Buddy and I had just managed to escape from the house where all of my father’s daughters had gathered. It was then that he finally believed what I was telling him, but he still wanted to be with me, to love me. He told me how much he believed in me and how much he believed that I would be different if I stayed with him. In his mind, we were some version of Romeo and Juliet, only we would not make any fatal mistakes and lose each other.
After we had fled, we stopped at a diner where he hoped he would convince me. I knew in my heart that if I hadn’t gotten away from him by hitching this ride with Moses when Buddy had gone to the bathroom, he would probably have died a terrible death. How ironic. To keep the man I loved alive, I had to desert him and hope he would forget me. He would always be my true love but the love I could never have.
“So, exactly what are your plans, girl?” Moses asked. “I’m goin’ only so far here.”
“I thought I’d make my way to San Francisco,” I told him. It really was an idea I had been contemplating. I thought I could get on a flight and go east. I had no specific destination in mind.
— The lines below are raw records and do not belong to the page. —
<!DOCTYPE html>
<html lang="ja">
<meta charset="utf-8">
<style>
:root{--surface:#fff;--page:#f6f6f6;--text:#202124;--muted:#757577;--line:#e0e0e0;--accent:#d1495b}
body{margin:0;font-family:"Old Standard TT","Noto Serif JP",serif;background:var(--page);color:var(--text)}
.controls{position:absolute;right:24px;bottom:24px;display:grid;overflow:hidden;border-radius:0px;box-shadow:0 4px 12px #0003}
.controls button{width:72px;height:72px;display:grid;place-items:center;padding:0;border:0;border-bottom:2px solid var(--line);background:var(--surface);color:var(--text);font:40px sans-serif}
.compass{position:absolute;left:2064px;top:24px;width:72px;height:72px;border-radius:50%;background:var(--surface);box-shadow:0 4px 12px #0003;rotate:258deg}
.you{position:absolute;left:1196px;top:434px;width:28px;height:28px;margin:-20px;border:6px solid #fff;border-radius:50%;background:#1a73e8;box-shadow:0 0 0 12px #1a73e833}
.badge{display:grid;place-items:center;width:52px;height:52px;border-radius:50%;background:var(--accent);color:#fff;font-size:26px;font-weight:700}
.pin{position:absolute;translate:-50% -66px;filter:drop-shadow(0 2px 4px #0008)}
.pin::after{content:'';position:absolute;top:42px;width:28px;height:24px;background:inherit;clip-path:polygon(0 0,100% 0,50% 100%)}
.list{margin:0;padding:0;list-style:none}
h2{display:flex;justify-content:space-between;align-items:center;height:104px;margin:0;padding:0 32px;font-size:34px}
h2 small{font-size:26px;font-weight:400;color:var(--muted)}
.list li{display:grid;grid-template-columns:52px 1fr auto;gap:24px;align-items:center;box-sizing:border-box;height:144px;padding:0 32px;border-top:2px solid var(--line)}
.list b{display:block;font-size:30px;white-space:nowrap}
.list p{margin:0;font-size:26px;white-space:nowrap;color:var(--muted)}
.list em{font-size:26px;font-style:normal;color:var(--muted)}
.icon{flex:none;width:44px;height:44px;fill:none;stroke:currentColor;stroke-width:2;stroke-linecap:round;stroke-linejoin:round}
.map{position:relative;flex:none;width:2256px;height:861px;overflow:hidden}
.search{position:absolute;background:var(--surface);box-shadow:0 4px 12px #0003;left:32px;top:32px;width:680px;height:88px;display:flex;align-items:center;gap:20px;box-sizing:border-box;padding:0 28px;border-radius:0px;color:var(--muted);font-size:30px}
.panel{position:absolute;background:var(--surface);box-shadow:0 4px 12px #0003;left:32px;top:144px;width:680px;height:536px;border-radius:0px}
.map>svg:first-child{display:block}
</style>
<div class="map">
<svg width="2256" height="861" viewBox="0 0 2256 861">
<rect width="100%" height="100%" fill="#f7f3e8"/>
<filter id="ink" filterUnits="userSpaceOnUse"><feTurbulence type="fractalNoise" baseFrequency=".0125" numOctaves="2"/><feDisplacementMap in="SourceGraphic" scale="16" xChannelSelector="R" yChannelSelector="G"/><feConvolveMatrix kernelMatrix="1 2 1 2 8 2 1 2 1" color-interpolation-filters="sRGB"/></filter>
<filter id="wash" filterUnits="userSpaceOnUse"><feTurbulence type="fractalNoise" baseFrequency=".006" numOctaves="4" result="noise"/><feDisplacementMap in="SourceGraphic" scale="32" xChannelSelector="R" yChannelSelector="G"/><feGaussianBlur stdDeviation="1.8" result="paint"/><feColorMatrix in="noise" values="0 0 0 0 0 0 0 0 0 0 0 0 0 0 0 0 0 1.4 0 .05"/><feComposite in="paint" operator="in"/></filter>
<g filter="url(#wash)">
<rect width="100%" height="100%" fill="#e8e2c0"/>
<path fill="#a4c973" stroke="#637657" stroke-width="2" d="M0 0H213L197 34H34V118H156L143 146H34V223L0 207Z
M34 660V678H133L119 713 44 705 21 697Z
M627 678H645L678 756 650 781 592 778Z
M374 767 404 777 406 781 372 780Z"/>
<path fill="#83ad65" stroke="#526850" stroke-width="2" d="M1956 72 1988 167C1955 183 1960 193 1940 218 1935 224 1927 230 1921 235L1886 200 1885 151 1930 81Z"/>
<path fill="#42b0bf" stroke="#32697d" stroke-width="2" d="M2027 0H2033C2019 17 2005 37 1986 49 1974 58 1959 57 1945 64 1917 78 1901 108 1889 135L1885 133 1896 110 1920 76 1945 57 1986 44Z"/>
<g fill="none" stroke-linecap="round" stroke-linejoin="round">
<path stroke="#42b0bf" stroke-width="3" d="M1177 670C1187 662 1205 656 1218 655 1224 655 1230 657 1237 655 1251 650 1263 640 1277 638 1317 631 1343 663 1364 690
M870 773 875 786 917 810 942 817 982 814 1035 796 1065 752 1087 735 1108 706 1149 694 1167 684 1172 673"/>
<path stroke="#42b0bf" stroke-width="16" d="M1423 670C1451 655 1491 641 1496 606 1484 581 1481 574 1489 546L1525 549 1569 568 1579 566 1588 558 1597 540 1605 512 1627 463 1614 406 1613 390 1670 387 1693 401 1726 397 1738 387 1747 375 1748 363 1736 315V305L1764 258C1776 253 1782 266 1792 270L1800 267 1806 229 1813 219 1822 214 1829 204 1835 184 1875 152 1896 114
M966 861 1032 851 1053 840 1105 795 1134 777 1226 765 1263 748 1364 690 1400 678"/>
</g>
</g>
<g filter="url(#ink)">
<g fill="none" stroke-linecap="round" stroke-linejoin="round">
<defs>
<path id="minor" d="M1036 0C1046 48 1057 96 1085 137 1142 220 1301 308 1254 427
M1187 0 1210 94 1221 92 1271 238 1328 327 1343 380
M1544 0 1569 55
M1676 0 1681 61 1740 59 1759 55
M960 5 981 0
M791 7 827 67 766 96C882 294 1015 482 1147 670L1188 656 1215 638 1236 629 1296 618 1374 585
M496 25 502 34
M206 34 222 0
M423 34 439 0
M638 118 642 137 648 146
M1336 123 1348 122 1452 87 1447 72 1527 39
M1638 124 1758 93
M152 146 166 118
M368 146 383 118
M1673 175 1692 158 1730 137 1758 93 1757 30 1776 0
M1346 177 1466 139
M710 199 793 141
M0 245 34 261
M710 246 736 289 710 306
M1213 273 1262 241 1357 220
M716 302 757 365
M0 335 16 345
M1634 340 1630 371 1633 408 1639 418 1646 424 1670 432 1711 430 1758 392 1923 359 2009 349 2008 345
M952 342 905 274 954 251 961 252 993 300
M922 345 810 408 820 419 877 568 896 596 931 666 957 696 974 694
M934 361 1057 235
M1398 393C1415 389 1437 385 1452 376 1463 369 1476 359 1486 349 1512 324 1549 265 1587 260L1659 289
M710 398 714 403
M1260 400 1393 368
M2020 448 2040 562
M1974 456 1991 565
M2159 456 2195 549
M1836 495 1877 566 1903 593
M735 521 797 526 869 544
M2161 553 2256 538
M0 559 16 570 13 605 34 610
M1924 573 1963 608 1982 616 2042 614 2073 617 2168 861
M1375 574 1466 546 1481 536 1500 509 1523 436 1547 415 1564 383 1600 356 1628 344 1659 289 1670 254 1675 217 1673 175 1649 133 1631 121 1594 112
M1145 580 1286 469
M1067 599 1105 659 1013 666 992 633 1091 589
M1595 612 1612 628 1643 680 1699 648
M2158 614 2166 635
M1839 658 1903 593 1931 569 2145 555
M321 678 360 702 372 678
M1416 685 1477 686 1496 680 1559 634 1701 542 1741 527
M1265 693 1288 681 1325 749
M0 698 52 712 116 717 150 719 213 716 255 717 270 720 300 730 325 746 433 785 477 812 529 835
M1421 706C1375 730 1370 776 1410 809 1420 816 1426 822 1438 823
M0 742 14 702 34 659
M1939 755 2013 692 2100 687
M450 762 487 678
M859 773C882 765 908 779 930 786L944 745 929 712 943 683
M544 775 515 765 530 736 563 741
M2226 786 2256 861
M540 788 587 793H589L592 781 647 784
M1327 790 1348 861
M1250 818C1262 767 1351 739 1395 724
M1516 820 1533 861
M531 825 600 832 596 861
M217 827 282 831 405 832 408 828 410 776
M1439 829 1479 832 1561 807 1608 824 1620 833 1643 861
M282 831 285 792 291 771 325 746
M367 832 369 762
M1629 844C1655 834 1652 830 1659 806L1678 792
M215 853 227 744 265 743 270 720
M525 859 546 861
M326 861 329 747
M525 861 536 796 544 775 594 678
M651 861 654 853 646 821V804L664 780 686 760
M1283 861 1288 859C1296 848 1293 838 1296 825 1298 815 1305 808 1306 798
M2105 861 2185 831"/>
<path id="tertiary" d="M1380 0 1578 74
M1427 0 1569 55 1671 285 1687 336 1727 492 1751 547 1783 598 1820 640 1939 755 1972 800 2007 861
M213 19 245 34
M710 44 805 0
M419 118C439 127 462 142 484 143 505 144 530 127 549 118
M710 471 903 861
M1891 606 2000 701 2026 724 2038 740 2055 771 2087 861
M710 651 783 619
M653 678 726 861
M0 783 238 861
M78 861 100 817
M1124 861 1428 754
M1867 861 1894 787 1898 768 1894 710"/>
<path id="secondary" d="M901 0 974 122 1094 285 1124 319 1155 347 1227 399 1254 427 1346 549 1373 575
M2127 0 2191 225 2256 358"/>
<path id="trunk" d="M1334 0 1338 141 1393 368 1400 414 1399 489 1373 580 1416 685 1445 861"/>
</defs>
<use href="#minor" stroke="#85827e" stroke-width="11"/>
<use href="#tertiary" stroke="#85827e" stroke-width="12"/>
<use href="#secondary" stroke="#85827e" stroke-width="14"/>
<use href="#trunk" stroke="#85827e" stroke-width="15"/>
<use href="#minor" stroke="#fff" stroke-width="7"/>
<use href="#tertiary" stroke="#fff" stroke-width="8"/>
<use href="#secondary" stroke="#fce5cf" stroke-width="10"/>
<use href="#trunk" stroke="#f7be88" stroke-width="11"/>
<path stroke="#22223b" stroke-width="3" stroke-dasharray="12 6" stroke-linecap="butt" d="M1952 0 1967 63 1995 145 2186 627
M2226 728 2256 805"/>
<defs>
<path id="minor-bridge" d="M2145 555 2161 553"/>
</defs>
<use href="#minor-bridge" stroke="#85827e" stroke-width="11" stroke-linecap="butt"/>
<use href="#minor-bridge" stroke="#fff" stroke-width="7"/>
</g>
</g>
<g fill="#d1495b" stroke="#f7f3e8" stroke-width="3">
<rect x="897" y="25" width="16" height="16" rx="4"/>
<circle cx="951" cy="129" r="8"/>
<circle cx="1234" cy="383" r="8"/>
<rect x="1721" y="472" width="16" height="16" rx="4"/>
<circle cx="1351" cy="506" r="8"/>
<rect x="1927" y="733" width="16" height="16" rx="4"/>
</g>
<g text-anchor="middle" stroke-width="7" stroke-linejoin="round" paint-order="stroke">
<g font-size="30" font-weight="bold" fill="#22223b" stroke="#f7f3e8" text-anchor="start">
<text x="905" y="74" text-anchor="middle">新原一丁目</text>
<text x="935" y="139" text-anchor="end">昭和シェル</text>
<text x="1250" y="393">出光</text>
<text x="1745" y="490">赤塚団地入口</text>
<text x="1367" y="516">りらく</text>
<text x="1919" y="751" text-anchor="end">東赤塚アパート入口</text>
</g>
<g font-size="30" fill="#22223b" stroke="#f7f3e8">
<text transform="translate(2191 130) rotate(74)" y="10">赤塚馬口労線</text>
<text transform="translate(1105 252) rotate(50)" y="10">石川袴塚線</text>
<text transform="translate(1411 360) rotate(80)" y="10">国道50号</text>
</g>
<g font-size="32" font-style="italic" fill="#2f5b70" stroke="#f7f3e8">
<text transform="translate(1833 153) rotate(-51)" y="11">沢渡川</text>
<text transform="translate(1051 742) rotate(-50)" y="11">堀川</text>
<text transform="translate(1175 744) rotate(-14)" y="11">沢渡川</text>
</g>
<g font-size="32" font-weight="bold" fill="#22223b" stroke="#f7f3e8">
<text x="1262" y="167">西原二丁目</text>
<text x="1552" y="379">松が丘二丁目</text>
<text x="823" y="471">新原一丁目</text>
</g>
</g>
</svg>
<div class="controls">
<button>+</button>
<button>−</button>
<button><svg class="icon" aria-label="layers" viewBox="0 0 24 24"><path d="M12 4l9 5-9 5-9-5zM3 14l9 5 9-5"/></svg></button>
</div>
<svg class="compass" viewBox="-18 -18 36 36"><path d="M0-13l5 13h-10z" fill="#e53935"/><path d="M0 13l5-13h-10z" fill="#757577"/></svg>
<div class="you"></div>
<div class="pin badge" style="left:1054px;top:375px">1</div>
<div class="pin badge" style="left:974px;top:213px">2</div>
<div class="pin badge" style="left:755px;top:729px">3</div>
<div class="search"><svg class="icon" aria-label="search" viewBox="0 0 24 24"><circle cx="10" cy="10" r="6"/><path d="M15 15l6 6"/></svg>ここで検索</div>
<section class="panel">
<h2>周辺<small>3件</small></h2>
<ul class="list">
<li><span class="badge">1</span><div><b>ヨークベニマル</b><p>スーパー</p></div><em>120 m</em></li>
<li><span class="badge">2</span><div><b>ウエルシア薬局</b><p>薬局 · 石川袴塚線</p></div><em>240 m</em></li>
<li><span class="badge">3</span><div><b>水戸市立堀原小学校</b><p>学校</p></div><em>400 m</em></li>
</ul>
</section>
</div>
The only thing I could think of when I thought about where I would go was just to get away, get as far away as possible.
I glanced at the rearview mirror when another vehicle drew closer.
Moses looked, too, and then turned to me, looking more worried.
“You don’t think the police are after you, now, do you?”
“No.”
“Whoever you’re leavin’ behind wouldn’t want their help to get you back?”
“No, they would never go to the police,” I said.
He shook his head. “That don’t sound good. If you ain’t eighteen, I think I could be in some trouble if we get pulled over, you know.”
“I understand. I’m eighteen, but is there a bus station coming up soon?”
“Yeah, there’s one at the restaurant I occasionally stop at for some dinner.”
“I’ll get out there and catch a bus. You’ve been very kind. I don’t want to make any trouble for you.”
“I hope you ain’t makin’ any for yourself,” he replied.
“I’m okay.”
“You goin’ to family, at least?”
“Yes, I have an aunt living in San Francisco,” I told him. Spinning lies came to us as easily as spinning webs came to spiders. It was part of our DNA. “She’s always been quite fond of me and has invited me many, many times. Finally, I can go.”